Several of the law’s opponents who provided oral testimony expressed concerns that demonstrate a lack of understanding of this proposal in particular, and also in the general structure of enforcement schemes that incorporate different kinds of vehicles. I’d like to address two of the opponents’ concerns in particular.
The Just Enforcement Act is not California’s PAGA.
Numerous opponents pointed to what they perceived as negative consequences or shortcomings California’s Private Attorneys General Act (PAGA) as a reason not to pass the Just Enforcement Act. Without opining on PAGA itself, it is important to recognize and to emphasize that this bill is not PAGA. There are a number of key differences. Among them: the JEA allows the responsible state official to move to dismiss the public enforcement action. It also allows the responsible state official to intervene in a public enforcement action and proceed with any and all claims in the action. The responsible state official may also request to be served with copies of all pleadings. And minor paystub violations would not be actionable under the Just Enforcement Act. As someone who served in state government in New York for over 17 years, serving all of the people of New York, I fully understand the importance of ensuring a strong business environment where companies of all kinds can thrive, and I also understand that not every claim brought by a worker is valid. The structure of this proposal has safeguards allowing ongoing control and involvement by the government agency, which would serve to protect against potential misuse.
Second, the Just Enforcement Act would not interfere with government enforcement.

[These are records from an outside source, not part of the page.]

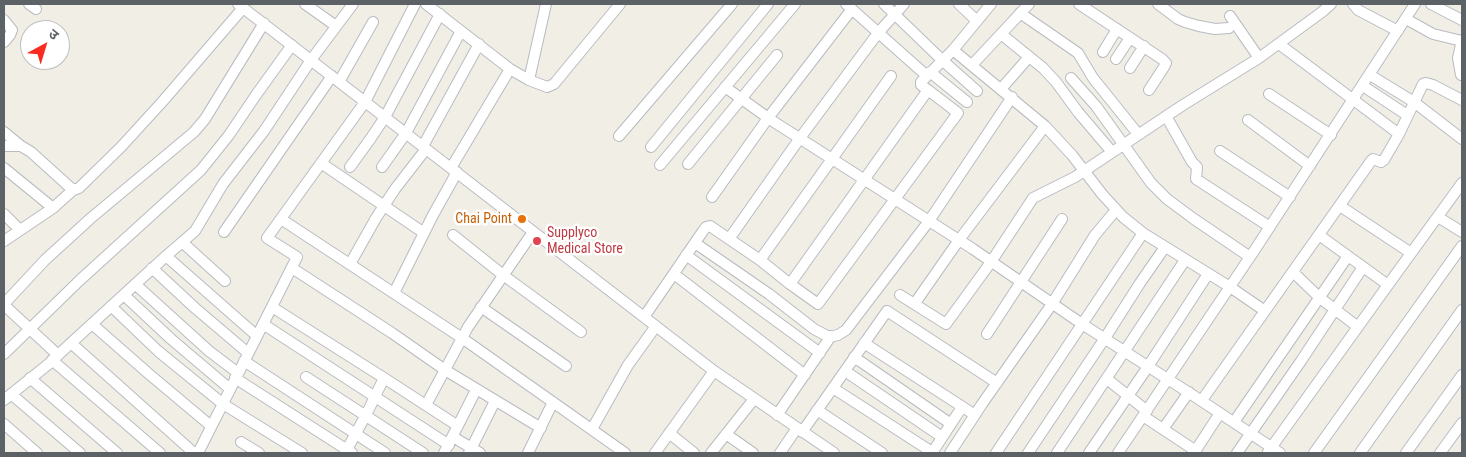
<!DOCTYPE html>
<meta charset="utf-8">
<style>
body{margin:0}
#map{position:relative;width:1466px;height:457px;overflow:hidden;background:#f1eee5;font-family:"Roboto Condensed","Noto Sans Devanagari",sans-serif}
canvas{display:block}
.frame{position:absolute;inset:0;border:5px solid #5d6267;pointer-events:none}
.north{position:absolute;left:20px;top:20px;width:50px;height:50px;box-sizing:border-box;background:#fff;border:1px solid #bec0c2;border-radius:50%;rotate:39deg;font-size:14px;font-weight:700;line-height:20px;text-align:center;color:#5d6267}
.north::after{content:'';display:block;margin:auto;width:18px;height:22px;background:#fa2c22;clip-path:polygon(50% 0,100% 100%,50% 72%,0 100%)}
</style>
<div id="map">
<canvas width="1466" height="457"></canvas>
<div class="frame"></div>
<div class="north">उ</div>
</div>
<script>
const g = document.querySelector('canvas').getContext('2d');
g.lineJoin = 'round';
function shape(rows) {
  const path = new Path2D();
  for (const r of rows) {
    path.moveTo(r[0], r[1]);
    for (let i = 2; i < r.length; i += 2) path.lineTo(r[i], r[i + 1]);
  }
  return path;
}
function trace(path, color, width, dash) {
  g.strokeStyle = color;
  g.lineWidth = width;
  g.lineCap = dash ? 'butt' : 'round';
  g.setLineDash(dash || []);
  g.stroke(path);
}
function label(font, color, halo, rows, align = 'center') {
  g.font = font + ' "Roboto Condensed",sans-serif';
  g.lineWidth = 5;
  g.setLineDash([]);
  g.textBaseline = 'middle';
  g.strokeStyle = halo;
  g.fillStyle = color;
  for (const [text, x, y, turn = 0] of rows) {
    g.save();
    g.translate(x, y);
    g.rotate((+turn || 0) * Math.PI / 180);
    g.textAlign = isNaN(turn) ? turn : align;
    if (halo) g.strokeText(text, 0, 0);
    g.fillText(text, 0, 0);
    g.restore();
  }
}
const minor = shape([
 [29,4,36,9],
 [238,4,714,371,655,453],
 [305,4,336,26],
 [426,4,510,69,529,80,547,87,554,84,620,4],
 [846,4,927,76],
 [884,4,942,60,977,91],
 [959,4,977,21],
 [1079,4,1162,59,1166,63,1164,67,1149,90],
 [1158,4,1178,19,1185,22,1199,26,1215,29,1229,28],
 [1353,4,1358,10,1398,31],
 [1431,4,1462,20],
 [1020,13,1078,53,1093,78,1138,134],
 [1230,16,1259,58],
 [1406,19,1433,34,1462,41],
 [4,20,12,30,10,35,4,42],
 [1001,34,1043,68,1056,82,1078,112,1112,152],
 [953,50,1045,126,1072,155,1102,194,1123,217,1143,233,1230,287,1265,311],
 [1103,52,1117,29],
 [1116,59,1130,38],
 [972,65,1029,4],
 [1130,68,1144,46],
 [930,72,967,102],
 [1370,75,1414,102,1462,139],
 [1461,75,1458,58,1462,40],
 [1071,78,1096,106,1151,183,1167,199,1194,219,1250,257],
 [529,80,546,4],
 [339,82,373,22],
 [1363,86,1407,115],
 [725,87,771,120,973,249,1082,324,1194,396,1280,453],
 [1001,89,1029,57],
 [1269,94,1331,135],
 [1166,116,1192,162,1197,167,1196,179,1270,227],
 [1248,120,1310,166],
 [4,132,21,146],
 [1399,134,1423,84,1426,83,1433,85,1462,100],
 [619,136,732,4],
 [4,146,21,146,31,152,73,190],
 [423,146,479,44],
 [651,147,768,4],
 [1220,151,1290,197],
 [321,163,424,233],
 [688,164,777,55],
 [660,165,795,4],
 [350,167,371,138,385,117,440,14],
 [382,167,406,133,461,31],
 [4,168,53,208],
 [451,168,510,69],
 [712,197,768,118,852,9],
 [1340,206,1411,253],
 [4,214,20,230],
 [1438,217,1462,232],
 [281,219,462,338,625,453],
 [224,232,332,76],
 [453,235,503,275,581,332],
 [1319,235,1388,285],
 [729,239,800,138,878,33,904,4],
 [4,241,53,208,73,190,79,188,121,147,163,101,243,8],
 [182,242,225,281],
 [695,243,769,294,814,329,829,337,838,335,846,330,929,221,1012,97],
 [686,255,820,353],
 [166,256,257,336],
 [760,260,891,76],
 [350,264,376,218,395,189,426,149],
 [152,268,195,308,248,353],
 [292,268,392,333,445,370,541,428],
 [1293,272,1320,298,1358,327],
 [674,274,805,375],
 [135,284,209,351,238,373],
 [790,284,928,90,921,85,921,82,953,50,991,4],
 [394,293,433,215,457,172],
 [124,295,171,339,230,389],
 [900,295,946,324,991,262,1033,198,1075,177,1183,105,1259,58,1322,12,1331,4],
 [915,303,959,240,1045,126],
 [4,304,45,260,91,218,194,132,205,119,264,23],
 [4,305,58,355,166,256,195,231,223,184,264,131,311,60,353,4],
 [111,306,158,351,223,404,302,453],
 [272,307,384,378],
 [481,307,566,366],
 [644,317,703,231,706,227,710,226,760,260,790,284,818,304,958,113,928,90],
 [92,324,149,374,211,426],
 [263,324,449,445],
 [987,334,1062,219],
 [71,343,194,453],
 [864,343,975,415],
 [4,354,80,280,201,170,229,135,256,95,292,45],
 [854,357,951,424],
 [52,360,160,453],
 [244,361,385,453],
 [714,371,834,453],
 [845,371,942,437],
 [306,377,423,453],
 [30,378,117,453],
 [235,378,352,453],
 [1107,379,1147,411],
 [833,388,932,452],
 [11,394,80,453],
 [4,400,56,358],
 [1202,400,1371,161,1373,159,1381,162,1384,160,1399,134,1279,44],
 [426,405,468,327,533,232],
 [817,410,882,453],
 [777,415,831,336],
 [1143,416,1196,451],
 [1234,422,1348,256],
 [4,424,37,453],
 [592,429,628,365,656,326],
 [1163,429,1189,392],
 [802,432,887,311,997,383],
 [669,433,694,453],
 [726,434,753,453],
 [453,437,480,453],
 [241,442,259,453],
 [1268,452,1388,285,1462,183],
 [198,453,297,257,267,238,365,102,415,4],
 [345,453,367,413,384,378,458,426],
 [444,453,476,390],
 [469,453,495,401],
 [528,453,553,402],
 [711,453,754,399],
 [780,453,797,428],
 [932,453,962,407],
 [950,453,982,404,1052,304,1095,235,1116,210],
 [996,453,1143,233],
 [1028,453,1105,338,1140,283,1165,247],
 [1057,453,1185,260],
 [1089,453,1145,371,1208,274],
 [1118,453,1256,248,1415,4],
 [1194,453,1220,413],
 [1237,453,1301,361,1363,267],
 [1314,453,1462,246],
 [1360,453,1462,310],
 [1406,453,1462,375],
 [1440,453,1462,423]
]);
const markers = [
 [522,219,5,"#e8710a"],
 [537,241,5,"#e0444e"]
];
const foodNames = [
 ["Chai Point",512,219]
];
const healthNames = [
 ["Supplyco",547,233],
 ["Medical Store",547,249]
];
trace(minor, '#b8bbc0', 12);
trace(minor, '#fff', 10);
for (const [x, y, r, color] of markers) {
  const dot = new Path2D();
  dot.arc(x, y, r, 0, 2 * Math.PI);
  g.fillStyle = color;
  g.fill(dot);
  trace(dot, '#fff', 2);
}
label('14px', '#c56008', '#fff', foodNames, 'right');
label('14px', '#be3a42', '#fff', healthNames, 'left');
</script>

Several opponents argued that this proposal would interfere with or somehow supplant government enforcement. These arguments were perplexing to me. Again, using false claims acts as an example: the existence of these laws and the qui tam bar only help the government to root out fraud. False claims act laws are additive and complementary with government enforcement, returning millions of dollars to the government annually. I have not heard of state medicaid fraud enforcers complaining that they are impeded by Medicaid-related false claims act lawsuits. In many areas of the law, there is potential for both private and public lawsuits: litigants who are not bound by forced arbitration provisions can file their own discrimination or wage and hour lawsuits, and yet there are also local, state, and federal agencies charged with and devoted to enforcing these laws. Multiple options for workers to vindicate their rights do not eviscerate government agency powers or create confusion; they are part of our overall system.
In my many years of enforcing laws, the impediments that most concerned us were limited resources, entrenched violations, inadequate legal tools, or repeat violators demonstrating impunity. Public interest or private sector lawyers bringing lawsuits under the same laws we enforced were simply not a problem. To the contrary, they often handled cases we could not. We found it frustrating and dispiriting when we were unable to handle all of the people who sought our help with valid complaints; I hear this frustration also from other enforcers. Proposals like the Just Enforcement Act expand capacity, which benefits workers as well as strapped government agencies, public coffers, and honest employers who struggle to compete with companies that violate the law.
As someone who has spent my career working in government agencies enforcing labor laws, and now working with agencies nationwide enforcing workplace laws, my strong belief is that we need new approaches to address extensive violations occurring throughout our economy. Proposals like the Just Enforcement Act have the potential to meaningfully improve employer compliance and lead to more lawful conditions.